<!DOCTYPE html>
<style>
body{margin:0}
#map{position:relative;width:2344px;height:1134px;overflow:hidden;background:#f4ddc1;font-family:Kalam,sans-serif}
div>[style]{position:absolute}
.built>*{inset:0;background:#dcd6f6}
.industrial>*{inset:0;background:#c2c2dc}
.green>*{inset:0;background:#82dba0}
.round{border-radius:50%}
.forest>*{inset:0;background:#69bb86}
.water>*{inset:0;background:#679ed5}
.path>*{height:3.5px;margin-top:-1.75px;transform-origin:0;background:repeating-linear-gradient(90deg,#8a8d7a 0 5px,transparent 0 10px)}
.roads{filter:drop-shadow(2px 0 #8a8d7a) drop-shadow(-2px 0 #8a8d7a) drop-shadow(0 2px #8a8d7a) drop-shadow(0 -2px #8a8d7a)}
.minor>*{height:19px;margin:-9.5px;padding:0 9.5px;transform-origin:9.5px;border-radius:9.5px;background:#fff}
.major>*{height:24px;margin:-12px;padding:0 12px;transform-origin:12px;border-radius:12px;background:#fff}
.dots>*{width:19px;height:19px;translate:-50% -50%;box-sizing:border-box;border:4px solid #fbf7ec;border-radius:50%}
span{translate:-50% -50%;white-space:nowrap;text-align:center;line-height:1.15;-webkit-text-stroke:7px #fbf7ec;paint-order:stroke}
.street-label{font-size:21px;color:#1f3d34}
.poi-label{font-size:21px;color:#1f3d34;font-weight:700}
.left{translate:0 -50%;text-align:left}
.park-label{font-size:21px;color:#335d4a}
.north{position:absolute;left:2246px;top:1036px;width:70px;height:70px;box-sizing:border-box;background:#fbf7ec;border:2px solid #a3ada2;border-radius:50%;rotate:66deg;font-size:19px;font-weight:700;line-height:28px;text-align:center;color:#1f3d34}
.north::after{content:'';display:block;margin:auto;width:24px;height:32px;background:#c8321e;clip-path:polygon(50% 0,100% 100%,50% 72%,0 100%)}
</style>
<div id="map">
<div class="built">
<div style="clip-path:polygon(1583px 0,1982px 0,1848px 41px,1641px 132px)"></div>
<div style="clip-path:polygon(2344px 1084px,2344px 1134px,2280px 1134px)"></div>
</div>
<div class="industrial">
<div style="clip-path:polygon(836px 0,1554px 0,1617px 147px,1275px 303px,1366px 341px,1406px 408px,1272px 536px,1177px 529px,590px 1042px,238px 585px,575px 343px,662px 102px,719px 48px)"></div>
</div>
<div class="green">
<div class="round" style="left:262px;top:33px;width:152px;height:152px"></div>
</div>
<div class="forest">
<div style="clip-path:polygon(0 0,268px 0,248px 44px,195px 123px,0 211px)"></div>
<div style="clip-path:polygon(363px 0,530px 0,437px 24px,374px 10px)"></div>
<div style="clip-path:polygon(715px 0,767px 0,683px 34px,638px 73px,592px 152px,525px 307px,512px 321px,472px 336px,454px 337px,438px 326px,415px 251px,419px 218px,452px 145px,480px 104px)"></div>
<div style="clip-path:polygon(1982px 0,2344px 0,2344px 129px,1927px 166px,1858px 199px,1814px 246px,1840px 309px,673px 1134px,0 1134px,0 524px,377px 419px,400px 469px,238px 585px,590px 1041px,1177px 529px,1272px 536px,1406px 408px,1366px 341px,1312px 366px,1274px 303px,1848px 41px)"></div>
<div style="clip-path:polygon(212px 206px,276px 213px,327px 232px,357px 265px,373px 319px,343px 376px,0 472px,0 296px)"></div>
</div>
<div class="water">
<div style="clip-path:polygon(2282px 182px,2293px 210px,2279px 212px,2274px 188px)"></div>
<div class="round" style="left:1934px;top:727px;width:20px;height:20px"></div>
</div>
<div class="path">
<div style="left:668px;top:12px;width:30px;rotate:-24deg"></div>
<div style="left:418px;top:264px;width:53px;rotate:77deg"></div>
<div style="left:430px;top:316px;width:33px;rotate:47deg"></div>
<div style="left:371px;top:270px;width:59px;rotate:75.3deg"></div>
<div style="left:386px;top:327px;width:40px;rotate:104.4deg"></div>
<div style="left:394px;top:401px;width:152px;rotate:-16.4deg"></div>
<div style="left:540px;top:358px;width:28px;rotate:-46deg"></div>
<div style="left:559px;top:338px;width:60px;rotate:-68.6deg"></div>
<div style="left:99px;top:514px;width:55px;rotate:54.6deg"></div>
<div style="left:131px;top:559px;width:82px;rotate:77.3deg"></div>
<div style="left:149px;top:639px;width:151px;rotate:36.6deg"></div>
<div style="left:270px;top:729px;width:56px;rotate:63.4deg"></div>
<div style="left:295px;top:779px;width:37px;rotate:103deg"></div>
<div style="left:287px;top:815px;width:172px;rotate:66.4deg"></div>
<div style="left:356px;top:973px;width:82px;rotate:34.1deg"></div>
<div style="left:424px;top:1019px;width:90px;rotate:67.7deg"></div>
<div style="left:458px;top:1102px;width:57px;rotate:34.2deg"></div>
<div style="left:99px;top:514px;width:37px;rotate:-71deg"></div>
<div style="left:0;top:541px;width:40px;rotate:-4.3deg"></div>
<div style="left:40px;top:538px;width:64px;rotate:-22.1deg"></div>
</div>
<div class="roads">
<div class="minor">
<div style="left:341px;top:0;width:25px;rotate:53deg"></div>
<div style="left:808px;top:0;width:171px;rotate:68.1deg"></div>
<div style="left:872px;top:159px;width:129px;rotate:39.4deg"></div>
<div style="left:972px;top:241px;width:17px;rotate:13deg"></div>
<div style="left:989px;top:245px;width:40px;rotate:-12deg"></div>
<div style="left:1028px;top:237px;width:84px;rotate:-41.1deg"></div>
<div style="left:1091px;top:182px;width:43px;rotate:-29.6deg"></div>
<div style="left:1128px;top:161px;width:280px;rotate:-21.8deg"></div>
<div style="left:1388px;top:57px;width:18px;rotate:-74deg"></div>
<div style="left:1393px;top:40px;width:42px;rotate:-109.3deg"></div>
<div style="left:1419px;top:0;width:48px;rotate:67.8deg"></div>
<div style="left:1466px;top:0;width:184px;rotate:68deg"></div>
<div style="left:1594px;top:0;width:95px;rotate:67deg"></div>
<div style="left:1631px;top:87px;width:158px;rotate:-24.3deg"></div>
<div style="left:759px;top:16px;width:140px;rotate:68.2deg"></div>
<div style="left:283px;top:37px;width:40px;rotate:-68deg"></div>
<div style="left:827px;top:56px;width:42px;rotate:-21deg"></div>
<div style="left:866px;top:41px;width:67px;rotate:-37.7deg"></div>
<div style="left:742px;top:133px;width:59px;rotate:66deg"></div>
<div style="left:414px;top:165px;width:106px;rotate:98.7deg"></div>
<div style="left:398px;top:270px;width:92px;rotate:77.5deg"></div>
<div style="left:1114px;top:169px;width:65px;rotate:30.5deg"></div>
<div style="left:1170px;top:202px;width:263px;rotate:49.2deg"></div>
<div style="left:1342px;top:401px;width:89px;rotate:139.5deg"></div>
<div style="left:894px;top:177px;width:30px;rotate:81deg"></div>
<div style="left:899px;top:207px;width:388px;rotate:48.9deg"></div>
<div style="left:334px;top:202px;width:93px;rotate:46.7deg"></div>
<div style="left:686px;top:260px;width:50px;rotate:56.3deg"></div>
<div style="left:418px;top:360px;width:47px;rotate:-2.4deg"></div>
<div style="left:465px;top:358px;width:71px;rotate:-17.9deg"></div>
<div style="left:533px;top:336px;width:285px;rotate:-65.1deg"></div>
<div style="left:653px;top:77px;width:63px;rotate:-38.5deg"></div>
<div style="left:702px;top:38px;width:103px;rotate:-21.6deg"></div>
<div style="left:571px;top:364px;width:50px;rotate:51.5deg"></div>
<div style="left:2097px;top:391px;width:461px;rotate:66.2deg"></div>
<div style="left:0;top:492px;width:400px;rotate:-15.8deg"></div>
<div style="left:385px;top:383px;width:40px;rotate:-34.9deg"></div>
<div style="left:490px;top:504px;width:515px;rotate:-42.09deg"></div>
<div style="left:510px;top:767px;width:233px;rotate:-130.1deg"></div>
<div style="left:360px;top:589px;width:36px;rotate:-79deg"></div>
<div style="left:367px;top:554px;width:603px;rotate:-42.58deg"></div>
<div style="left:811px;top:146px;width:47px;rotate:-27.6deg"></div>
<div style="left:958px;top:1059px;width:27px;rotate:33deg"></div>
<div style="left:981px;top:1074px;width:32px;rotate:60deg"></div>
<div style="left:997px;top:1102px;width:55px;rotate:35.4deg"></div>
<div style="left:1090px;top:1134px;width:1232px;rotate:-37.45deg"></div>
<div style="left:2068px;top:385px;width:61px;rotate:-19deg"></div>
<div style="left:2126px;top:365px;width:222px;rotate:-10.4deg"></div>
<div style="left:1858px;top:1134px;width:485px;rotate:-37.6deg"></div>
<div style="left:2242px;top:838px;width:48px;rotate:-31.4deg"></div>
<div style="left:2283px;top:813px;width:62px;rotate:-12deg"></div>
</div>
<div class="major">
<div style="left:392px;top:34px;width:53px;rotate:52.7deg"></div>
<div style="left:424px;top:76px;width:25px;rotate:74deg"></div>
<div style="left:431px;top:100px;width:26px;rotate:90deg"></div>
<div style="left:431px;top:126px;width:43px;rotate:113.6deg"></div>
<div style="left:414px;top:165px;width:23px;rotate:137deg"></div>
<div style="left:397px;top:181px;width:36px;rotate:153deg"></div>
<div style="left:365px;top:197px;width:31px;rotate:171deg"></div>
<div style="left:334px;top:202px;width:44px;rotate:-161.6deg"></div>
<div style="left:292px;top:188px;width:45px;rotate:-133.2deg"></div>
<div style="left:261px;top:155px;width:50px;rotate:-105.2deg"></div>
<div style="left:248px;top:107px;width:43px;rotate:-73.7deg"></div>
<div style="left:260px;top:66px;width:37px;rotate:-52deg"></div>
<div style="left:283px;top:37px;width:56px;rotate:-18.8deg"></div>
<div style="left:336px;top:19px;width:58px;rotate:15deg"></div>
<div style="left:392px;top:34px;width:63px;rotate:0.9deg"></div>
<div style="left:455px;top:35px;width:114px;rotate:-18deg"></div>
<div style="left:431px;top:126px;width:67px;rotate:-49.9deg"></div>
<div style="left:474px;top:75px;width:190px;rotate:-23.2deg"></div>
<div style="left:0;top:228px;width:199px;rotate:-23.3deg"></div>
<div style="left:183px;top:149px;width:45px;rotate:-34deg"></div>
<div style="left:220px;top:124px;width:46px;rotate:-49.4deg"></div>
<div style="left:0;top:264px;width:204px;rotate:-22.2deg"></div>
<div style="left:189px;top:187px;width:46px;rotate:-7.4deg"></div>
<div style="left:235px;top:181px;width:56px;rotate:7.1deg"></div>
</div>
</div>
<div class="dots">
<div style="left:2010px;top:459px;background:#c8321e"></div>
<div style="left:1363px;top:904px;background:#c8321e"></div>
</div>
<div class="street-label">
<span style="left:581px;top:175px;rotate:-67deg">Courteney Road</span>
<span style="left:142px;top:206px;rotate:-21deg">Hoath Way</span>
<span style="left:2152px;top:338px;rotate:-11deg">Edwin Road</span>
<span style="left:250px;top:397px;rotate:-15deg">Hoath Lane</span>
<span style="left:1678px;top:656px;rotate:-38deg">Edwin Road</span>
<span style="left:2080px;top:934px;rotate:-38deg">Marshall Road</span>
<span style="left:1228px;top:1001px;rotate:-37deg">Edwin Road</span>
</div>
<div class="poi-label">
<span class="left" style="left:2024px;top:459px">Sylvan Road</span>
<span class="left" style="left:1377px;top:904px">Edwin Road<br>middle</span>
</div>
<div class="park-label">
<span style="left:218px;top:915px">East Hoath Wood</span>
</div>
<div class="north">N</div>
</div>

● ● ● ● ● ● ●

__Problem__
Each line of the records, from the opening one through the line holding "0 #8a8d7a) drop-shadow(-2px", should be restated word for word, with nothing else in the answer.

__Exercise response__
<!DOCTYPE html>
<style>
body{margin:0}
#map{position:relative;width:2344px;height:1134px;overflow:hidden;background:#f4ddc1;font-family:Kalam,sans-serif}
div>[style]{position:absolute}
.built>*{inset:0;background:#dcd6f6}
.industrial>*{inset:0;background:#c2c2dc}
.green>*{inset:0;background:#82dba0}
.round{border-radius:50%}
.forest>*{inset:0;background:#69bb86}
.water>*{inset:0;background:#679ed5}
.path>*{height:3.5px;margin-top:-1.75px;transform-origin:0;background:repeating-linear-gradient(90deg,#8a8d7a 0 5px,transparent 0 10px)}
.roads{filter:drop-shadow(2px 0 #8a8d7a) drop-shadow(-2px 0 #8a8d7a) drop-shadow(0 2px #8a8d7a) drop-shadow(0 -2px #8a8d7a)}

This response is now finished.